Task to carry out>
Transcribe all of the data, leaving nothing out and changing nothing.

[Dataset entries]
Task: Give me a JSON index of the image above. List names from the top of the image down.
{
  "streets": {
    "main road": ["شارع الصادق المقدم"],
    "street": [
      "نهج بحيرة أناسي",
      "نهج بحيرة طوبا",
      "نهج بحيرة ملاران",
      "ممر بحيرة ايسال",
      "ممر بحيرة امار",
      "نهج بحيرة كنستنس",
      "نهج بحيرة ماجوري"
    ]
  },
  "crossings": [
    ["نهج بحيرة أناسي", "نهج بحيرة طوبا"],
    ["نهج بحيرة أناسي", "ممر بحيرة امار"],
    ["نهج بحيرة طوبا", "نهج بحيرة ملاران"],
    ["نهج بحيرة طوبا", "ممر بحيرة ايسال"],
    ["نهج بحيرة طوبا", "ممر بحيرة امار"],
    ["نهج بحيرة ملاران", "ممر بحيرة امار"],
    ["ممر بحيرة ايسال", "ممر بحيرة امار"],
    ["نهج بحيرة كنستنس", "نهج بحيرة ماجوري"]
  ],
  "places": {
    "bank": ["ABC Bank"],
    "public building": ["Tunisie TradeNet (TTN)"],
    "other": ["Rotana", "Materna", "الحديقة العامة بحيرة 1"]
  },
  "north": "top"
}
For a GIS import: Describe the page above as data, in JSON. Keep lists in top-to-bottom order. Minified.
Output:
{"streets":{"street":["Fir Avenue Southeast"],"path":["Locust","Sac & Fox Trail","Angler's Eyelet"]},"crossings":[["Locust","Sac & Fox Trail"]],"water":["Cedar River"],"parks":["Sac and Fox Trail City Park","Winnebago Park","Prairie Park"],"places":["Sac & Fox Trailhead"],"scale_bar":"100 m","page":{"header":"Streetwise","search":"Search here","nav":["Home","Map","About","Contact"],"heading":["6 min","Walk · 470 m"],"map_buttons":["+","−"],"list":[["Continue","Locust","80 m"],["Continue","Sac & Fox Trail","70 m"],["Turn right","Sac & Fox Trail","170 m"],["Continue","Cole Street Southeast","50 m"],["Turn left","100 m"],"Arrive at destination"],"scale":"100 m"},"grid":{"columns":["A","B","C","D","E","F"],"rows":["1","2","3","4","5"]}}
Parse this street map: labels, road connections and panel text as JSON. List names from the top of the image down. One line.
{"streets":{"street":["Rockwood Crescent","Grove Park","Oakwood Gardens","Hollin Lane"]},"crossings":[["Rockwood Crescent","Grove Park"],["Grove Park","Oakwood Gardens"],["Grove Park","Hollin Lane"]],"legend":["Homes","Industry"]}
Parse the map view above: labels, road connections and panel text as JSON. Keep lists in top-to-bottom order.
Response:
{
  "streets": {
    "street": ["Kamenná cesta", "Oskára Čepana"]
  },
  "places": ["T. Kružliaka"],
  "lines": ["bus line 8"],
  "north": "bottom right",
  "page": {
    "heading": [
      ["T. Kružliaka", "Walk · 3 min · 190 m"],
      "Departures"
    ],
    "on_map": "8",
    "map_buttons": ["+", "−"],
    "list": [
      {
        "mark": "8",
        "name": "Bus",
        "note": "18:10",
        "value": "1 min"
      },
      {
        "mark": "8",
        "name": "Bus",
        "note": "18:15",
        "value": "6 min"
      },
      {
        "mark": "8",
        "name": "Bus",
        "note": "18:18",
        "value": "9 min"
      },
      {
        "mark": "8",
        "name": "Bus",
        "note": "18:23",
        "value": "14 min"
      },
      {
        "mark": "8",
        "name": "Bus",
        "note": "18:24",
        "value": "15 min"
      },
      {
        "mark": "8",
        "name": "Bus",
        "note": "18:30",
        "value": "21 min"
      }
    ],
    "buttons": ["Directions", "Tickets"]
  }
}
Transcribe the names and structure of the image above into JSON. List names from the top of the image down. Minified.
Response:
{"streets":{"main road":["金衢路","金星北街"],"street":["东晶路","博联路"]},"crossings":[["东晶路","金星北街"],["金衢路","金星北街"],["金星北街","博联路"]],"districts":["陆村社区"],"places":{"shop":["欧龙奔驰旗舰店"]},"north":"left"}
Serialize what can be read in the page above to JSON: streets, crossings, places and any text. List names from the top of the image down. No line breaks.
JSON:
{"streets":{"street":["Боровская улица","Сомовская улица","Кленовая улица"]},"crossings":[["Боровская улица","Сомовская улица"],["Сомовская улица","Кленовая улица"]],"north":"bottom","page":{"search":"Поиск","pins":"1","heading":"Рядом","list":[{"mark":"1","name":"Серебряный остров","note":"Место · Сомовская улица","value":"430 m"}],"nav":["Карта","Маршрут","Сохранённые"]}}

Result>
Task: Give me a JSON index of the image above. List names from the top of the image down.
{
  "streets": {
    "main road": ["شارع الصادق المقدم"],
    "street": [
      "نهج بحيرة أناسي",
      "نهج بحيرة طوبا",
      "نهج بحيرة ملاران",
      "ممر بحيرة ايسال",
      "ممر بحيرة امار",
      "نهج بحيرة كنستنس",
      "نهج بحيرة ماجوري"
    ]
  },
  "crossings": [
    ["نهج بحيرة أناسي", "نهج بحيرة طوبا"],
    ["نهج بحيرة أناسي", "ممر بحيرة امار"],
    ["نهج بحيرة طوبا", "نهج بحيرة ملاران"],
    ["نهج بحيرة طوبا", "ممر بحيرة ايسال"],
    ["نهج بحيرة طوبا", "ممر بحيرة امار"],
    ["نهج بحيرة ملاران", "ممر بحيرة امار"],
    ["ممر بحيرة ايسال", "ممر بحيرة امار"],
    ["نهج بحيرة كنستنس", "نهج بحيرة ماجوري"]
  ],
  "places": {
    "bank": ["ABC Bank"],
    "public building": ["Tunisie TradeNet (TTN)"],
    "other": ["Rotana", "Materna", "الحديقة العامة بحيرة 1"]
  },
  "north": "top"
}
For a GIS import: Describe the page above as data, in JSON. Keep lists in top-to-bottom order. Minified.
Output:
{"streets":{"street":["Fir Avenue Southeast"],"path":["Locust","Sac & Fox Trail","Angler's Eyelet"]},"crossings":[["Locust","Sac & Fox Trail"]],"water":["Cedar River"],"parks":["Sac and Fox Trail City Park","Winnebago Park","Prairie Park"],"places":["Sac & Fox Trailhead"],"scale_bar":"100 m","page":{"header":"Streetwise","search":"Search here","nav":["Home","Map","About","Contact"],"heading":["6 min","Walk · 470 m"],"map_buttons":["+","−"],"list":[["Continue","Locust","80 m"],["Continue","Sac & Fox Trail","70 m"],["Turn right","Sac & Fox Trail","170 m"],["Continue","Cole Street Southeast","50 m"],["Turn left","100 m"],"Arrive at destination"],"scale":"100 m"},"grid":{"columns":["A","B","C","D","E","F"],"rows":["1","2","3","4","5"]}}
Parse this street map: labels, road connections and panel text as JSON. List names from the top of the image down. One line.
{"streets":{"street":["Rockwood Crescent","Grove Park","Oakwood Gardens","Hollin Lane"]},"crossings":[["Rockwood Crescent","Grove Park"],["Grove Park","Oakwood Gardens"],["Grove Park","Hollin Lane"]],"legend":["Homes","Industry"]}
Parse the map view above: labels, road connections and panel text as JSON. Keep lists in top-to-bottom order.
Response:
{
  "streets": {
    "street": ["Kamenná cesta", "Oskára Čepana"]
  },
  "places": ["T. Kružliaka"],
  "lines": ["bus line 8"],
  "north": "bottom right",
  "page": {
    "heading": [
      ["T. Kružliaka", "Walk · 3 min · 190 m"],
      "Departures"
    ],
    "on_map": "8",
    "map_buttons": ["+", "−"],
    "list": [
      {
        "mark": "8",
        "name": "Bus",
        "note": "18:10",
        "value": "1 min"
      },
      {
        "mark": "8",
        "name": "Bus",
        "note": "18:15",
        "value": "6 min"
      },
      {
        "mark": "8",
        "name": "Bus",
        "note": "18:18",
        "value": "9 min"
      },
      {
        "mark": "8",
        "name": "Bus",
        "note": "18:23",
        "value": "14 min"
      },
      {
        "mark": "8",
        "name": "Bus",
        "note": "18:24",
        "value": "15 min"
      },
      {
        "mark": "8",
        "name": "Bus",
        "note": "18:30",
        "value": "21 min"
      }
    ],
    "buttons": ["Directions", "Tickets"]
  }
}
Transcribe the names and structure of the image above into JSON. List names from the top of the image down. Minified.
Response:
{"streets":{"main road":["金衢路","金星北街"],"street":["东晶路","博联路"]},"crossings":[["东晶路","金星北街"],["金衢路","金星北街"],["金星北街","博联路"]],"districts":["陆村社区"],"places":{"shop":["欧龙奔驰旗舰店"]},"north":"left"}
Serialize what can be read in the page above to JSON: streets, crossings, places and any text. List names from the top of the image down. No line breaks.
JSON:
{"streets":{"street":["Боровская улица","Сомовская улица","Кленовая улица"]},"crossings":[["Боровская улица","Сомовская улица"],["Сомовская улица","Кленовая улица"]],"north":"bottom","page":{"search":"Поиск","pins":"1","heading":"Рядом","list":[{"mark":"1","name":"Серебряный остров","note":"Место · Сомовская улица","value":"430 m"}],"nav":["Карта","Маршрут","Сохранённые"]}}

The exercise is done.